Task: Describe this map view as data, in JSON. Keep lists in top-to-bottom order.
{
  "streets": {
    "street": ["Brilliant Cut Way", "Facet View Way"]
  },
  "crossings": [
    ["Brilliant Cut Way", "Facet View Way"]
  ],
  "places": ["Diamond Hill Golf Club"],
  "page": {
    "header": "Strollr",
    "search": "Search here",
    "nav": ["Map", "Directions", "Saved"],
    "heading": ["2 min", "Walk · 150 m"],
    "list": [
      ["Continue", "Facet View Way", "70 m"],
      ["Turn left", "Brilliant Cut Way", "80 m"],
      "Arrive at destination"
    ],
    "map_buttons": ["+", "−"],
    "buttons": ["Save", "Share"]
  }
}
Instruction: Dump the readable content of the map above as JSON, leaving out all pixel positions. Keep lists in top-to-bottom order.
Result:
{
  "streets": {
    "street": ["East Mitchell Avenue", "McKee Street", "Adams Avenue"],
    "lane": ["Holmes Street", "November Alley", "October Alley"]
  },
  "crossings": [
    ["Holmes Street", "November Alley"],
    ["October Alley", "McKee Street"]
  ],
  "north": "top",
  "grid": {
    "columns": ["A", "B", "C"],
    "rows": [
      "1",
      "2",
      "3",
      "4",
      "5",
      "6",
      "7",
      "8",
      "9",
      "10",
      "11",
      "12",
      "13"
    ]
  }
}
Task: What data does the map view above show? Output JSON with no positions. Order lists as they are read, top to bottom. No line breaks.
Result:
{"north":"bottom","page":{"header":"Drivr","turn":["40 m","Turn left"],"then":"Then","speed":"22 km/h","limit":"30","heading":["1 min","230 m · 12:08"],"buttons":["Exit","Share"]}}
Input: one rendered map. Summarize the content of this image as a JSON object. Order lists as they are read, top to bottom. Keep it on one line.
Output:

====

** Problem requirements **
Give the whole listing again, character for character.

** Expected answer **
Task: Describe this map view as data, in JSON. Keep lists in top-to-bottom order.
{
  "streets": {
    "street": ["Brilliant Cut Way", "Facet View Way"]
  },
  "crossings": [
    ["Brilliant Cut Way", "Facet View Way"]
  ],
  "places": ["Diamond Hill Golf Club"],
  "page": {
    "header": "Strollr",
    "search": "Search here",
    "nav": ["Map", "Directions", "Saved"],
    "heading": ["2 min", "Walk · 150 m"],
    "list": [
      ["Continue", "Facet View Way", "70 m"],
      ["Turn left", "Brilliant Cut Way", "80 m"],
      "Arrive at destination"
    ],
    "map_buttons": ["+", "−"],
    "buttons": ["Save", "Share"]
  }
}
Instruction: Dump the readable content of the map above as JSON, leaving out all pixel positions. Keep lists in top-to-bottom order.
Result:
{
  "streets": {
    "street": ["East Mitchell Avenue", "McKee Street", "Adams Avenue"],
    "lane": ["Holmes Street", "November Alley", "October Alley"]
  },
  "crossings": [
    ["Holmes Street", "November Alley"],
    ["October Alley", "McKee Street"]
  ],
  "north": "top",
  "grid": {
    "columns": ["A", "B", "C"],
    "rows": [
      "1",
      "2",
      "3",
      "4",
      "5",
      "6",
      "7",
      "8",
      "9",
      "10",
      "11",
      "12",
      "13"
    ]
  }
}
Task: What data does the map view above show? Output JSON with no positions. Order lists as they are read, top to bottom. No line breaks.
Result:
{"north":"bottom","page":{"header":"Drivr","turn":["40 m","Turn left"],"then":"Then","speed":"22 km/h","limit":"30","heading":["1 min","230 m · 12:08"],"buttons":["Exit","Share"]}}
Input: one rendered map. Summarize the content of this image as a JSON object. Order lists as they are read, top to bottom. Keep it on one line.
Output:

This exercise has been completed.